SUPPLIED INFORMATION section start

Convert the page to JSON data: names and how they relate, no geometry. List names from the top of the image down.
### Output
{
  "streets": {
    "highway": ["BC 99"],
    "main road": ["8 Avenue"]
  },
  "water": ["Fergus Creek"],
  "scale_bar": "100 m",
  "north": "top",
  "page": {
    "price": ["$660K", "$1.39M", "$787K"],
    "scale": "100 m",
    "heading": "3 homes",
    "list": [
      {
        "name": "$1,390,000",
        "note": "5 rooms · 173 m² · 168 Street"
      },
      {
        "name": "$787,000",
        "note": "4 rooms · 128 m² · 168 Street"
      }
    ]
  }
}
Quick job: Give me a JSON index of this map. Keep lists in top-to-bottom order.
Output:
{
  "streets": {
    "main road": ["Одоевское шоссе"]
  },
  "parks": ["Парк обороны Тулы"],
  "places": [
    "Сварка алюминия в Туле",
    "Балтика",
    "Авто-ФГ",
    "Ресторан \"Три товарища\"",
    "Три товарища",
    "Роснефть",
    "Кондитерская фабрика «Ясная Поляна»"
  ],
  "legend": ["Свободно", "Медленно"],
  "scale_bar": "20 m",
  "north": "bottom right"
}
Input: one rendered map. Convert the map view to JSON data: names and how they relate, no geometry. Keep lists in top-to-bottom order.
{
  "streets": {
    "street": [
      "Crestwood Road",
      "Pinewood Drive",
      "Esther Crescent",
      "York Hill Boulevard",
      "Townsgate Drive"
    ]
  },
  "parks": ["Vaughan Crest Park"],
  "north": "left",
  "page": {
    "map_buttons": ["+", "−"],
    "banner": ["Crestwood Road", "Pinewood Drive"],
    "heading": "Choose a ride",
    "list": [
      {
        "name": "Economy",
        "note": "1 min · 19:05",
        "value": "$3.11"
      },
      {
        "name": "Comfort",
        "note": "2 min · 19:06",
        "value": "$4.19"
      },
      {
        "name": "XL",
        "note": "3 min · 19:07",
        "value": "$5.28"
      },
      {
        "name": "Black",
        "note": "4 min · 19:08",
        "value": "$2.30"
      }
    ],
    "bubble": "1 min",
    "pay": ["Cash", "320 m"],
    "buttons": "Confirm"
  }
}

SUPPLIED INFORMATION section end

## [DESCRIPTION OF THE TASK]
The records above are to be restated word for word, in full.

## [TASK OUTPUT]
Convert the page to JSON data: names and how they relate, no geometry. List names from the top of the image down.
### Output
{
  "streets": {
    "highway": ["BC 99"],
    "main road": ["8 Avenue"]
  },
  "water": ["Fergus Creek"],
  "scale_bar": "100 m",
  "north": "top",
  "page": {
    "price": ["$660K", "$1.39M", "$787K"],
    "scale": "100 m",
    "heading": "3 homes",
    "list": [
      {
        "name": "$1,390,000",
        "note": "5 rooms · 173 m² · 168 Street"
      },
      {
        "name": "$787,000",
        "note": "4 rooms · 128 m² · 168 Street"
      }
    ]
  }
}
Quick job: Give me a JSON index of this map. Keep lists in top-to-bottom order.
Output:
{
  "streets": {
    "main road": ["Одоевское шоссе"]
  },
  "parks": ["Парк обороны Тулы"],
  "places": [
    "Сварка алюминия в Туле",
    "Балтика",
    "Авто-ФГ",
    "Ресторан \"Три товарища\"",
    "Три товарища",
    "Роснефть",
    "Кондитерская фабрика «Ясная Поляна»"
  ],
  "legend": ["Свободно", "Медленно"],
  "scale_bar": "20 m",
  "north": "bottom right"
}
Input: one rendered map. Convert the map view to JSON data: names and how they relate, no geometry. Keep lists in top-to-bottom order.
{
  "streets": {
    "street": [
      "Crestwood Road",
      "Pinewood Drive",
      "Esther Crescent",
      "York Hill Boulevard",
      "Townsgate Drive"
    ]
  },
  "parks": ["Vaughan Crest Park"],
  "north": "left",
  "page": {
    "map_buttons": ["+", "−"],
    "banner": ["Crestwood Road", "Pinewood Drive"],
    "heading": "Choose a ride",
    "list": [
      {
        "name": "Economy",
        "note": "1 min · 19:05",
        "value": "$3.11"
      },
      {
        "name": "Comfort",
        "note": "2 min · 19:06",
        "value": "$4.19"
      },
      {
        "name": "XL",
        "note": "3 min · 19:07",
        "value": "$5.28"
      },
      {
        "name": "Black",
        "note": "4 min · 19:08",
        "value": "$2.30"
      }
    ],
    "bubble": "1 min",
    "pay": ["Cash", "320 m"],
    "buttons": "Confirm"
  }
}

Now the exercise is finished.